**AIM OF THE EXERCISE**
Every line with "align" in it must be copied from the data.

Saved data entries:

****************************************

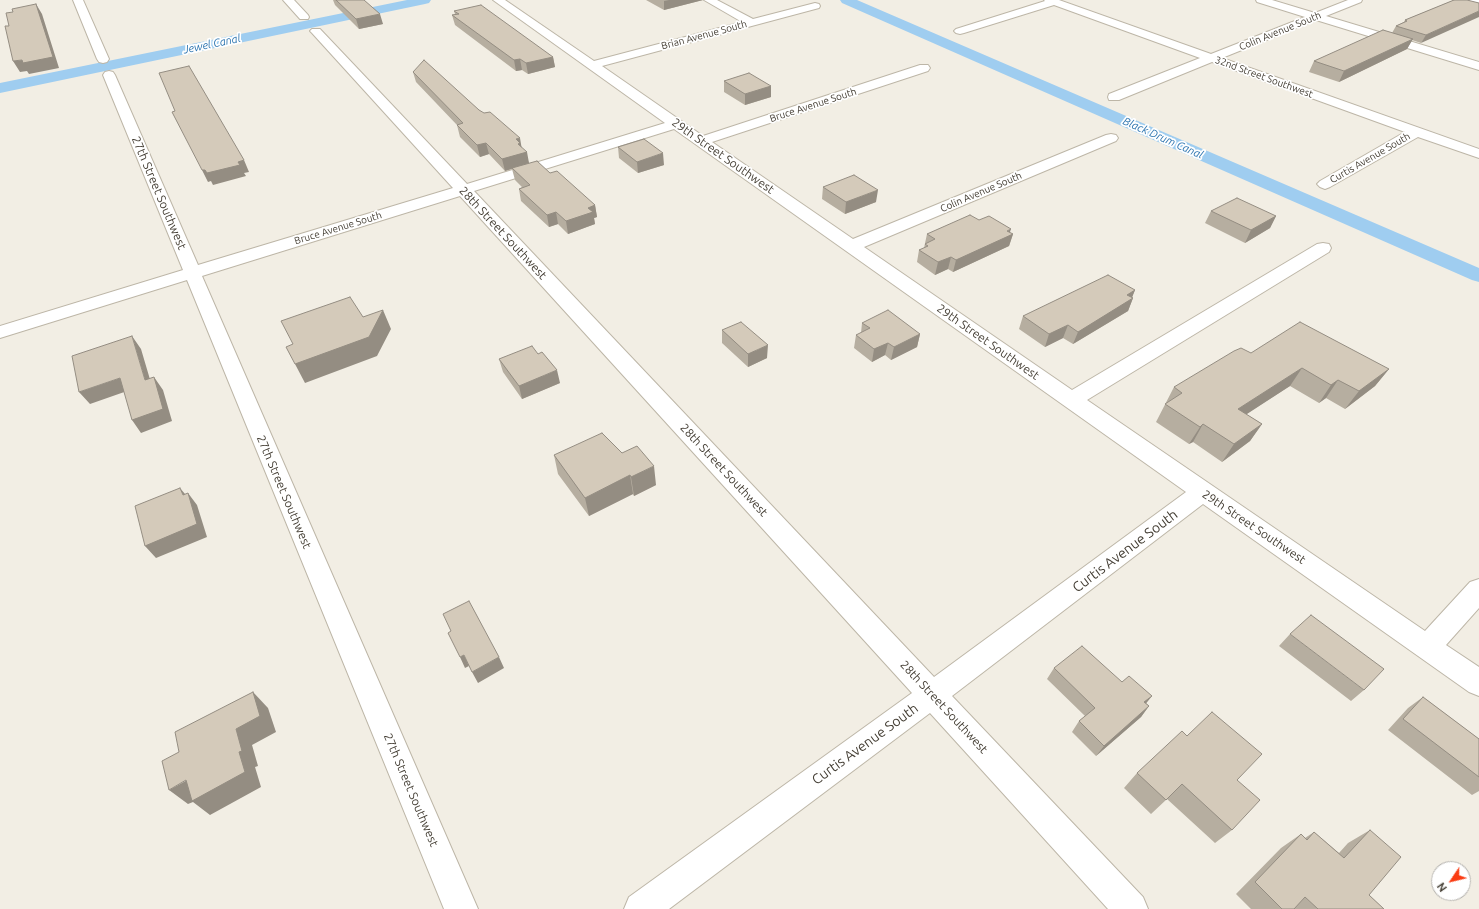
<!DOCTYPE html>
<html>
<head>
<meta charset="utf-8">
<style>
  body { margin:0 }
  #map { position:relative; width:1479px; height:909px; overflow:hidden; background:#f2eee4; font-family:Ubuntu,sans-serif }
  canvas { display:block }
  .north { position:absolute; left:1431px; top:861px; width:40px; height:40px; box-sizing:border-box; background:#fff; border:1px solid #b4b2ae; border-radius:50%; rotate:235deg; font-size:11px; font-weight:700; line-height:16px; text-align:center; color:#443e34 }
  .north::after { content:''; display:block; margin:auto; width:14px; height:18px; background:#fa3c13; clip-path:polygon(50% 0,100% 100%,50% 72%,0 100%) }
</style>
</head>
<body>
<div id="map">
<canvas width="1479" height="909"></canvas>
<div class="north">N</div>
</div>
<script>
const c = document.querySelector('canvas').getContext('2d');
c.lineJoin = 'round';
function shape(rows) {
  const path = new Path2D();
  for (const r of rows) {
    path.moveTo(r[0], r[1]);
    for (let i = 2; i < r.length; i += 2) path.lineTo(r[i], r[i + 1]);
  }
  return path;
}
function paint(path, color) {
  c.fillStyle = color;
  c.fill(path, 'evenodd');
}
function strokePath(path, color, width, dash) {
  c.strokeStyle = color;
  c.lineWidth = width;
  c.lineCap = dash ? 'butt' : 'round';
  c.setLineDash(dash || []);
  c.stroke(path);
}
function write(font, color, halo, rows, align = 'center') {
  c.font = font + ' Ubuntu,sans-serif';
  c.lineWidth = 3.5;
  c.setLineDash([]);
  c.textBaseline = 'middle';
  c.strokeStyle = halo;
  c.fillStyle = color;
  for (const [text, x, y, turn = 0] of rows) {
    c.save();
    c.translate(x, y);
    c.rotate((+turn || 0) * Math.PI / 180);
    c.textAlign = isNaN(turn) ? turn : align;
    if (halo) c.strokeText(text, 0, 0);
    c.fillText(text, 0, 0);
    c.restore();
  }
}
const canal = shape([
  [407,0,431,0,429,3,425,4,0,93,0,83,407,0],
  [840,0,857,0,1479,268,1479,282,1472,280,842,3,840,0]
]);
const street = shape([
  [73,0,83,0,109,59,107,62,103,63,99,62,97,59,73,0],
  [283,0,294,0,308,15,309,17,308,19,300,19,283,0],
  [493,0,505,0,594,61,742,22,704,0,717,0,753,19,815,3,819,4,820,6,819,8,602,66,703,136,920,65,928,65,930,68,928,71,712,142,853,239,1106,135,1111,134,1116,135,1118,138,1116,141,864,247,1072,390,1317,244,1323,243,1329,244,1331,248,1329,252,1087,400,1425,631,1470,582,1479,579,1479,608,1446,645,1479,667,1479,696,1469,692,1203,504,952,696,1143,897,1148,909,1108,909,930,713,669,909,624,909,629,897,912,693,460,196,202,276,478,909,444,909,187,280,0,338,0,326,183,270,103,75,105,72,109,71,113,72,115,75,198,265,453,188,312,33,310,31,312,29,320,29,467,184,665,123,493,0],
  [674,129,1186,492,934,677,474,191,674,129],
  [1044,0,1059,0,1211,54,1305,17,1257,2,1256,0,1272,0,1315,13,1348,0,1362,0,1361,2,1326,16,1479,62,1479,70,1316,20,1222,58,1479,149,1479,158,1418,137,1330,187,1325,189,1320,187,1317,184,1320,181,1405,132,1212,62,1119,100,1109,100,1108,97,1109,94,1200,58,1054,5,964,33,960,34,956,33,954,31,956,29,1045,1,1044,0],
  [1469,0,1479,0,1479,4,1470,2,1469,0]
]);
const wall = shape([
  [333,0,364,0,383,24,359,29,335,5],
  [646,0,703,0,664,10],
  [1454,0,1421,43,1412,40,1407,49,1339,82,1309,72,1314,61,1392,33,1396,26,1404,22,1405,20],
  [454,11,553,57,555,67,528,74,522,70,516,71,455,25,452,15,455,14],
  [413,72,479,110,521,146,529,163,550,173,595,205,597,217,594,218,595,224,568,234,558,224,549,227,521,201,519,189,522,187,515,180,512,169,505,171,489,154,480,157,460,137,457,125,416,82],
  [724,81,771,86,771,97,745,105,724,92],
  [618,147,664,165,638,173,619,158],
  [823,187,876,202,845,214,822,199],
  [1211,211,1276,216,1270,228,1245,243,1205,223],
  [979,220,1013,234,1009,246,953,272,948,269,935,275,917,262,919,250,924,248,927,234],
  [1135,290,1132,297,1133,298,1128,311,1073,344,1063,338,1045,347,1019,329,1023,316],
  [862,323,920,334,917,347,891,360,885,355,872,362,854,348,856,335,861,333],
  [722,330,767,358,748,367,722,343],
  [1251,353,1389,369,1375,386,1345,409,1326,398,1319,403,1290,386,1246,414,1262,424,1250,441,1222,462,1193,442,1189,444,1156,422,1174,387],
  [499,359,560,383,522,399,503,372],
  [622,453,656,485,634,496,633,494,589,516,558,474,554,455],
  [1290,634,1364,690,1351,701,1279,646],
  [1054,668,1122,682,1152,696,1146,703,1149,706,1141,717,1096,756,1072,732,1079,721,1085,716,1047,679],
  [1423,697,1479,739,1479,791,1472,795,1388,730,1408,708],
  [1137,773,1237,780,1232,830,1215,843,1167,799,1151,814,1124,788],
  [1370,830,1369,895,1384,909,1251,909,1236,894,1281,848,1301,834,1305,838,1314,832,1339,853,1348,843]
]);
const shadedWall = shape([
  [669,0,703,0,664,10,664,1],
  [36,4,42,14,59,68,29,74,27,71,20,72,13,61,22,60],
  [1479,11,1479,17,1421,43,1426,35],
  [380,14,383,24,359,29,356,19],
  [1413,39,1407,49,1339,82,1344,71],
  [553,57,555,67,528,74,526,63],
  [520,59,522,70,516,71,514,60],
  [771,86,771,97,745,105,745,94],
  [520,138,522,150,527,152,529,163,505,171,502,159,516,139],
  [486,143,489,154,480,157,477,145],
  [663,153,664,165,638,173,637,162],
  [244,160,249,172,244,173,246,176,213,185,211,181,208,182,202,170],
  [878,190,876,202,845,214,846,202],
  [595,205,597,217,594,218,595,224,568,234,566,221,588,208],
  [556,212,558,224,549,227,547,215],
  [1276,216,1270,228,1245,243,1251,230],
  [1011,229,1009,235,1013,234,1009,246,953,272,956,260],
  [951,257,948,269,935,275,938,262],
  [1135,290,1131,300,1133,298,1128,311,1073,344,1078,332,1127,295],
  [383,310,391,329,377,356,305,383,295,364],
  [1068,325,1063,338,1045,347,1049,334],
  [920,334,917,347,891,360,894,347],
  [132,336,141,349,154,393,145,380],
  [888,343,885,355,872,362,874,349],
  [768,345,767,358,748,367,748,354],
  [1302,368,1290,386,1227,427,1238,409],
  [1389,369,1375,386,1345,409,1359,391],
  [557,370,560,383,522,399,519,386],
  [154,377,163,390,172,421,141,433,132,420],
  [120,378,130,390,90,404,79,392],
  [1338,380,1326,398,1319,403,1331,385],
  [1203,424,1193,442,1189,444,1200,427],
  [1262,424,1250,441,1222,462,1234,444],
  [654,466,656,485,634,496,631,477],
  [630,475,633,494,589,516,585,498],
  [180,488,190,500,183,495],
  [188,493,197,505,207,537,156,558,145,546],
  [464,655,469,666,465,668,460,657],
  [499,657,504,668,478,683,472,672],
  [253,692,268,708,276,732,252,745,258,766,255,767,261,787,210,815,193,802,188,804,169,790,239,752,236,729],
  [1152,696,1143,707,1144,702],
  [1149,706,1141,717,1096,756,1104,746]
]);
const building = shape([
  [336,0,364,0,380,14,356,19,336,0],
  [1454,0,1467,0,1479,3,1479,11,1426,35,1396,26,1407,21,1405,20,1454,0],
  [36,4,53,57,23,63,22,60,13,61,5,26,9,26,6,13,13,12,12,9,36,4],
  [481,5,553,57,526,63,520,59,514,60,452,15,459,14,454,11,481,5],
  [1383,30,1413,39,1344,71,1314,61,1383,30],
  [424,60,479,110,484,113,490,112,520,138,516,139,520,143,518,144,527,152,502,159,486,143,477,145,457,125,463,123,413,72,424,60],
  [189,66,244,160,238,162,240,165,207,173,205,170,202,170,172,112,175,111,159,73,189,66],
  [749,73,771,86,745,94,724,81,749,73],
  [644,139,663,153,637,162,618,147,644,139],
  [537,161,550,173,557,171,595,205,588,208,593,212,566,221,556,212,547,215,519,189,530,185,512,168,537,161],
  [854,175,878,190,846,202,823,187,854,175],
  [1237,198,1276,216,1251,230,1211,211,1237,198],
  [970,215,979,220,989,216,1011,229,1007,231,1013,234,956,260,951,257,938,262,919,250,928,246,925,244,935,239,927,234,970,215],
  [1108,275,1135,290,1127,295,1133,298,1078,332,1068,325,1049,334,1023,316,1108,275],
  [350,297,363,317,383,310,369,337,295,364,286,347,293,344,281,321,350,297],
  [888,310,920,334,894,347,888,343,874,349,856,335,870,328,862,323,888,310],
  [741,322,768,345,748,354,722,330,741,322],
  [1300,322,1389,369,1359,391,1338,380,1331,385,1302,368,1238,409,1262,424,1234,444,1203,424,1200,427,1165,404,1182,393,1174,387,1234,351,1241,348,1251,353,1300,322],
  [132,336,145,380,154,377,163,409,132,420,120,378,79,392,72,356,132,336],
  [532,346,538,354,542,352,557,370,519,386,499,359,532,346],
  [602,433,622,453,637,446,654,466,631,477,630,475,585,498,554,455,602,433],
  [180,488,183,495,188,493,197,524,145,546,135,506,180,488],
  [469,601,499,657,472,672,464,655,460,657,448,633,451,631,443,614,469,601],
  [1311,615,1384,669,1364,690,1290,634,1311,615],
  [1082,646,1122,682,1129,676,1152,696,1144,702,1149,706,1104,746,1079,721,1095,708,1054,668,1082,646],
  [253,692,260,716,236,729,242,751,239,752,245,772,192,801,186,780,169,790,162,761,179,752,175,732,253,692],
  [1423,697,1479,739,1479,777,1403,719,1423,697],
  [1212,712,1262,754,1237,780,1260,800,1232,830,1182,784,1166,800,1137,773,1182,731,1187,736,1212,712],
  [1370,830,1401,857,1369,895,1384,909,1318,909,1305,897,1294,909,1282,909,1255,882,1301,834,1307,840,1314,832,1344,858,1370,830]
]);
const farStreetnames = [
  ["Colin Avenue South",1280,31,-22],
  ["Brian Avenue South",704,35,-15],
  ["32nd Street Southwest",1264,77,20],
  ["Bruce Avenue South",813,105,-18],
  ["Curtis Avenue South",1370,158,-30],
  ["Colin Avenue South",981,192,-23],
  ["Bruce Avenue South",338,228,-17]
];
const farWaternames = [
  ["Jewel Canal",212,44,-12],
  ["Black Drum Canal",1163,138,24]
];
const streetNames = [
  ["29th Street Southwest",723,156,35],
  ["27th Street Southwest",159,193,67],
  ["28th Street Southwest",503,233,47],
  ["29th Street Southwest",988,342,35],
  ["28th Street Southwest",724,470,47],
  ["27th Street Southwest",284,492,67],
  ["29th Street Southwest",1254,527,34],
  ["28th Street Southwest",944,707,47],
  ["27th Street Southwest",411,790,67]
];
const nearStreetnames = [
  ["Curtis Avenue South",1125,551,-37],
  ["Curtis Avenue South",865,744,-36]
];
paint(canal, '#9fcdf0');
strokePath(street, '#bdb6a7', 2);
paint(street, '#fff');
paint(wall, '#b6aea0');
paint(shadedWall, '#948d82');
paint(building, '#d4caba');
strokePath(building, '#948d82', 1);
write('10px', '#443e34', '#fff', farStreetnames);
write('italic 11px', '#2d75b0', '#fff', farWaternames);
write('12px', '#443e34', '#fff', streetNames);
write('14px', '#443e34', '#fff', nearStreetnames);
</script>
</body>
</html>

****************************************

**RESPONSE TO THIS EXERCISE**
  .north { position:absolute; left:1431px; top:861px; width:40px; height:40px; box-sizing:border-box; background:#fff; border:1px solid #b4b2ae; border-radius:50%; rotate:235deg; font-size:11px; font-weight:700; line-height:16px; text-align:center; color:#443e34 }
function write(font, color, halo, rows, align = 'center') {
    c.textAlign = isNaN(turn) ? turn : align;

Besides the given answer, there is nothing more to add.